While it is a decent murder mystery, If We Were Villains is almost better as an homage to Shakespeare. Ms. Rio structures the book as one of Shakespeare’s plays, the characters are deep into their final year of performing nothing but his plays, and they speak to each other using Shakespeare’s dialogue as their own. Everything Oliver and his friends do and say oozes Shakespeare. While one does not technically need to be a Shakespearean expert to enjoy the novel, any prior knowledge about his plays and their general structure will improve one’s enjoyment of the novel. Along the same lines, while understanding the quotes is not necessary to understand the story, being familiar with the dialogue and being able to interpret it will improve one’s understanding of key scenes. Ms. Rio often uses the context of the plays as enacted by the characters to build the emotional context of her story. The text is too closely intertwined with Shakespeare to be able to ignore those sections completely.

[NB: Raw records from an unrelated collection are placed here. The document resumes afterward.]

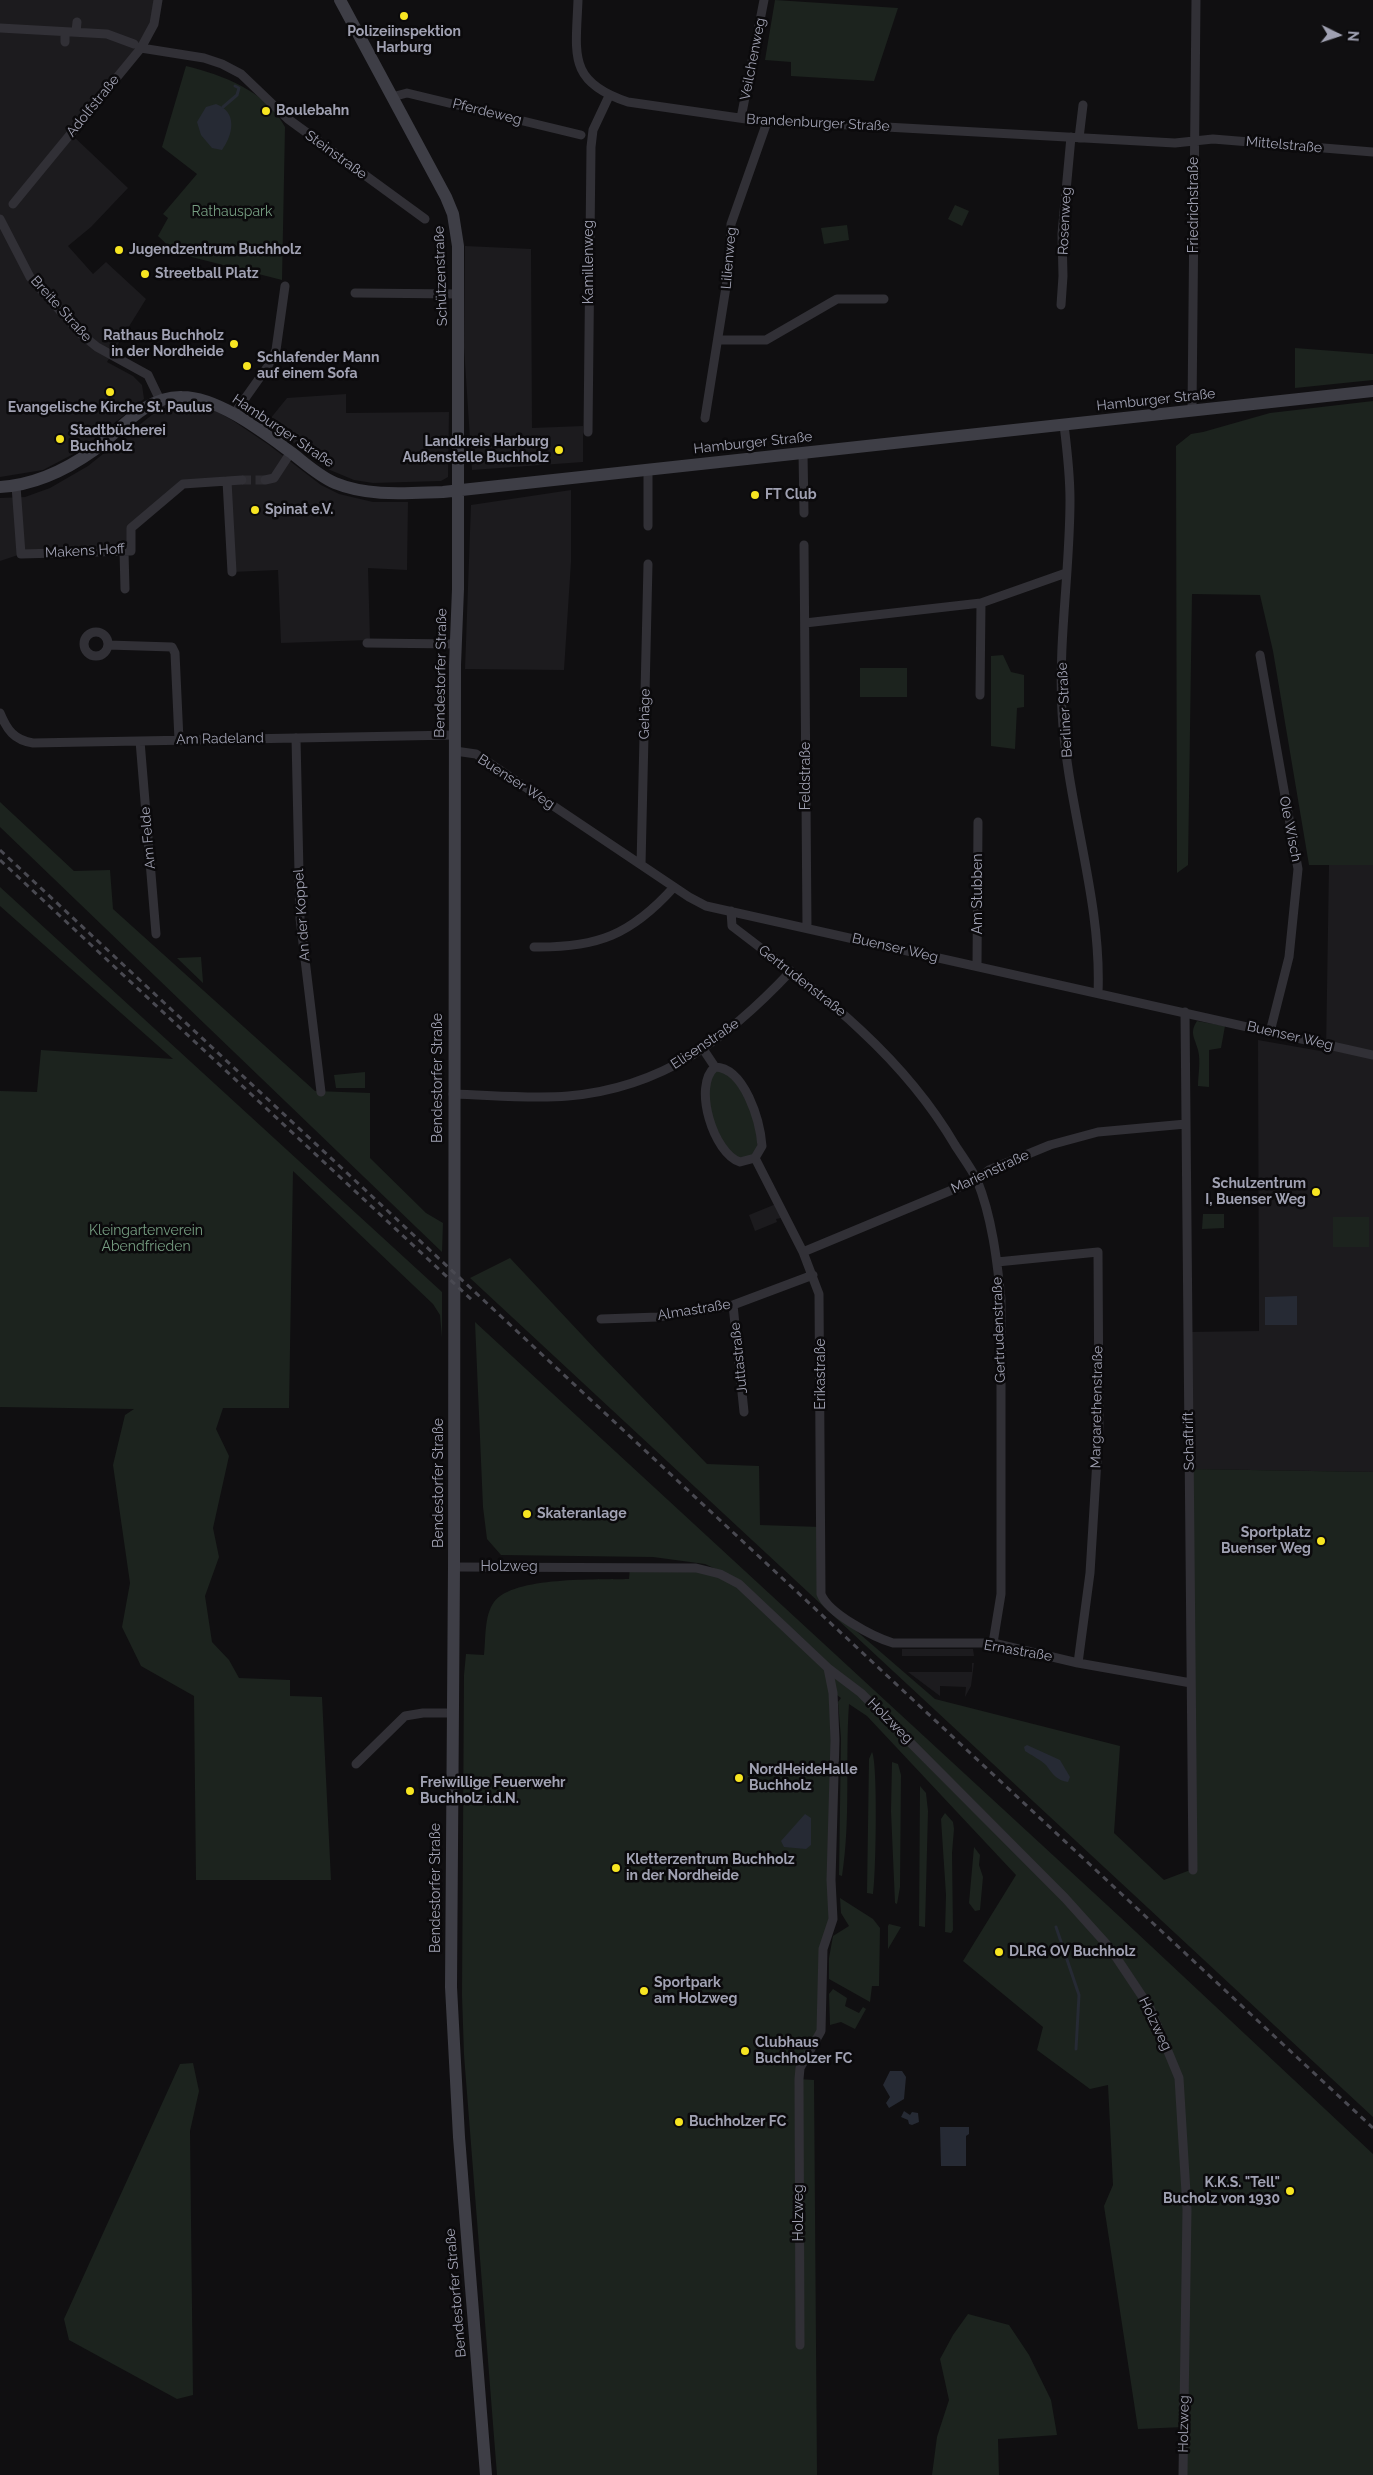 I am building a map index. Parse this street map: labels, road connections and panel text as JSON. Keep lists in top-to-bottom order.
{
  "streets": {
    "street": [
      "Veilchenweg",
      "Adolfstraße",
      "Pferdeweg",
      "Brandenburger Straße",
      "Mittelstraße",
      "Steinstraße",
      "Friedrichstraße",
      "Rosenweg",
      "Lilienweg",
      "Kamillenweg",
      "Schützenstraße",
      "Breite Straße",
      "Hamburger Straße",
      "Makens Hoff",
      "Bendestorfer Straße",
      "Berliner Straße",
      "Gehäge",
      "Am Radeland",
      "Feldstraße",
      "Buenser Weg",
      "Ole Wisch",
      "Am Felde",
      "Am Stubben",
      "An der Koppel",
      "Gertrudenstraße",
      "Elisenstraße",
      "Marienstraße",
      "Almastraße",
      "Juttastraße",
      "Erikastraße",
      "Margarethenstraße",
      "Schaftrift",
      "Holzweg",
      "Ernastraße"
    ]
  },
  "crossings": [
    ["Veilchenweg", "Brandenburger Straße"],
    ["Adolfstraße", "Steinstraße"],
    ["Pferdeweg", "Schützenstraße"],
    ["Brandenburger Straße", "Mittelstraße"],
    ["Brandenburger Straße", "Friedrichstraße"],
    ["Brandenburger Straße", "Rosenweg"],
    ["Brandenburger Straße", "Lilienweg"],
    ["Brandenburger Straße", "Kamillenweg"],
    ["Mittelstraße", "Friedrichstraße"],
    ["Friedrichstraße", "Hamburger Straße"],
    ["Schützenstraße", "Hamburger Straße"],
    ["Schützenstraße", "Bendestorfer Straße"],
    ["Breite Straße", "Hamburger Straße"],
    ["Hamburger Straße", "Bendestorfer Straße"],
    ["Hamburger Straße", "Berliner Straße"],
    ["Bendestorfer Straße", "Am Radeland"],
    ["Bendestorfer Straße", "Buenser Weg"],
    ["Bendestorfer Straße", "Elisenstraße"],
    ["Bendestorfer Straße", "Holzweg"],
    ["Berliner Straße", "Buenser Weg"],
    ["Gehäge", "Buenser Weg"],
    ["Am Radeland", "Am Felde"],
    ["Am Radeland", "An der Koppel"],
    ["Feldstraße", "Buenser Weg"],
    ["Buenser Weg", "Ole Wisch"],
    ["Buenser Weg", "Am Stubben"],
    ["Buenser Weg", "Gertrudenstraße"],
    ["Buenser Weg", "Schaftrift"],
    ["Gertrudenstraße", "Elisenstraße"],
    ["Gertrudenstraße", "Marienstraße"],
    ["Gertrudenstraße", "Margarethenstraße"],
    ["Gertrudenstraße", "Ernastraße"],
    ["Marienstraße", "Erikastraße"],
    ["Marienstraße", "Schaftrift"],
    ["Almastraße", "Juttastraße"],
    ["Almastraße", "Erikastraße"],
    ["Erikastraße", "Ernastraße"],
    ["Margarethenstraße", "Ernastraße"],
    ["Schaftrift", "Ernastraße"]
  ],
  "parks": ["Rathauspark", "Kleingartenverein Abendfrieden"],
  "places": [
    "Polizeiinspektion Harburg",
    "Boulebahn",
    "Jugendzentrum Buchholz",
    "Streetball Platz",
    "Rathaus Buchholz in der Nordheide",
    "Schlafender Mann auf einem Sofa",
    "Evangelische Kirche St. Paulus",
    "Stadtbücherei Buchholz",
    "Landkreis Harburg Außenstelle Buchholz",
    "FT Club",
    "Spinat e.V.",
    "Schulzentrum I, Buenser Weg",
    "Skateranlage",
    "Sportplatz Buenser Weg",
    "NordHeideHalle Buchholz",
    "Freiwillige Feuerwehr Buchholz i.d.N.",
    "Kletterzentrum Buchholz in der Nordheide",
    "DLRG OV Buchholz",
    "Sportpark am Holzweg",
    "Clubhaus Buchholzer FC",
    "Buchholzer FC",
    "K.K.S. \"Tell\" Bucholz von 1930"
  ],
  "north": "right"
}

When I first started writing this review, I kept thinking of the introduction for the 1990s MTV show The Real World: “This is the true story, of seven strangers, picked to live in a house, work together, and have their lives taped. Find out what happens, when people stop being polite, and start getting real.” If We Were Villains is The Real World but when these strangers live and work together for four years rather than a few months. Just like in the TV show, tensions rise, sides are chosen, people take on various roles as required by any group of people. However, to discount the strain of acting upon the seven is to ignore a key stressor in their lives. Because they are together all the time, they forget where their emotions end and the emotions of their characters begin. The lines between the real world and the acting world blur and therein lies the conflict.

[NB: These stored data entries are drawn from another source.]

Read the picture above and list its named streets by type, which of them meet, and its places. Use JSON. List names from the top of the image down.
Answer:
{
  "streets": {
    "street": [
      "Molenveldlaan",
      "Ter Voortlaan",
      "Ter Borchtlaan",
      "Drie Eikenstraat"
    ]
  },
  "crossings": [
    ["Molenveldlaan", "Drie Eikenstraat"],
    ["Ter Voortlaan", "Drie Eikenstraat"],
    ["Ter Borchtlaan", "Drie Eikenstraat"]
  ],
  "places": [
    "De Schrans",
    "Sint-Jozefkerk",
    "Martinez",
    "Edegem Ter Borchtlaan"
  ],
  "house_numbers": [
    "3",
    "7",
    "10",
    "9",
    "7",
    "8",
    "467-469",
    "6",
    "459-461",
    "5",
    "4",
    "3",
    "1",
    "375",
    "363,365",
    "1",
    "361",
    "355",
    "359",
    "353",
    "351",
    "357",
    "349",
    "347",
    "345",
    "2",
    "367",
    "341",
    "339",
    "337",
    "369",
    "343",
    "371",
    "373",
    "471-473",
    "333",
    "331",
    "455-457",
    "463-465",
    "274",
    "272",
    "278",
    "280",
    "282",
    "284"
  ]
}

In a novel full of pretension and superiority complexes, it would be easy to dismiss Oliver and his friends as nothing more than spoiled college kids who have no understanding of the real world. In some ways, this is very true. They are complete in their isolation. The town in which the college resides is small, and the college itself accepts a small number of students. In addition, there is little interaction among the various arts disciplines outside of meal times and parties. Then, for Oliver and his friends, they are staying in a residence hall that is well-removed from the rest of the campus and surrounded by woods. They have almost no contact with the outside world and even find themselves removed from their fellow classmates. Yet it would be difficult to say that they have no understanding of the real world. Their obsession with the Bard affords them a better understanding of the human mind than most of their contemporaries. Through rigorous tutelage of Shakespeare, his words and the emotions they evoke, the historical context, and the like, they understand better than other college students and most adults man’s capacity for drama and man’s ability to be swept up by emotions. This should make them less susceptible to falling prey to those same emotions. However, emotions rule all Shakespeare plays, and in this way, If We Were Villains mirrors Shakespeare.

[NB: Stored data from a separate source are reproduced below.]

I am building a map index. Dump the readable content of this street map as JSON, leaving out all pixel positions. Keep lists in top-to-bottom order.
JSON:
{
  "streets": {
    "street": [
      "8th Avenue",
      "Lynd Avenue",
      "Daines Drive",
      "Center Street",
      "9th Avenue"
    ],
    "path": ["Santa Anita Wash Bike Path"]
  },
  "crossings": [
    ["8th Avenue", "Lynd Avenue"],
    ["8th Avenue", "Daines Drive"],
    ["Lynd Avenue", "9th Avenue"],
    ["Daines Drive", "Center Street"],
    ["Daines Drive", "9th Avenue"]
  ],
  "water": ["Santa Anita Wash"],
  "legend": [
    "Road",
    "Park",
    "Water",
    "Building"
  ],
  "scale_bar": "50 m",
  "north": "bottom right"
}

If We Were Villains is so much more than a murder mystery. It explores human nature and the fine lines that separate all emotions. It is reality television for the literary mind, with its closed set and closed cast. Moreover, it is a love note to Shakespeare and his co-authors, for the plays that capture the essence of human emotion and the words which do more to express that emotion more than anything written to date. While not for everyone, it is a worthy story that is immensely readable and exciting.
Yeah when they compared this debut novel to The Secret History — I sort of knew I had to put it on my TBR list. I’m a little unsure of the Shakespeare parts but I will give it a go. thx
This sounds intriguing. And by the way, I love the phrase “reality television for the literary mind.”
Yay okay goody, I’m glad you liked this. I had it on my list from the publishers’ catalog, because they compared it to The Secret History, which I cannot resist comparisons to. :p
Ha! I think you will love it. I haven’t read The Secret History yet, so now I know I need to do that!
I love your review. Although it’s way outside what I typically read, I am excited to try it. It sounds interesting and worth reading.
Brandie, it is so far outside what you normally read, I am impressed you are even considering it! Make sure you let me know what you think!
This popped up on my radar last week and I can’t remember how. (Wowbrary perhaps? Or maybe it appeared on an Audible list?) I thought hard about reading it, but decided the Shakespearean aspect would probably put me off, given I’m not a fan. I’m still on the fence, though. This sounds fascinating. And I definitely need to bring it to the attention of a friend of mine who adores Shakespeare!
So I must have seen this on wowbrary, because apparently I put it on hold to try at my local library on Saturday (the day the San Antonio library puts out its wowbrary threads). So maybe I’ll get to try this one for Readathon.
I can see it as a good readathon choice because the story is fascinating regardless of how many Shakespeare quotes are included!
I just told Sarah that the story is fine if you skim the Shakespeare passages, but it becomes a much fuller, richer novel if you take the time to savor and interpret them. Plus, there are contextual clues hidden in the dialogue that you will understand if you don’t skim those passages. Neither way of reading it is right or wrong IMO. It just makes for two very different reading experiences.
I loved this one too and was wondering how much truly understanding the Shakespeare would change my reading experience. I read those sections, but I didn’t spend too much time wrestling with the language or trying to understand them.
I think you can enjoy the story without interpreting the Shakespeare passages. I think it becomes a much fuller story, and you pick up on more contextual clues when you do interpret them.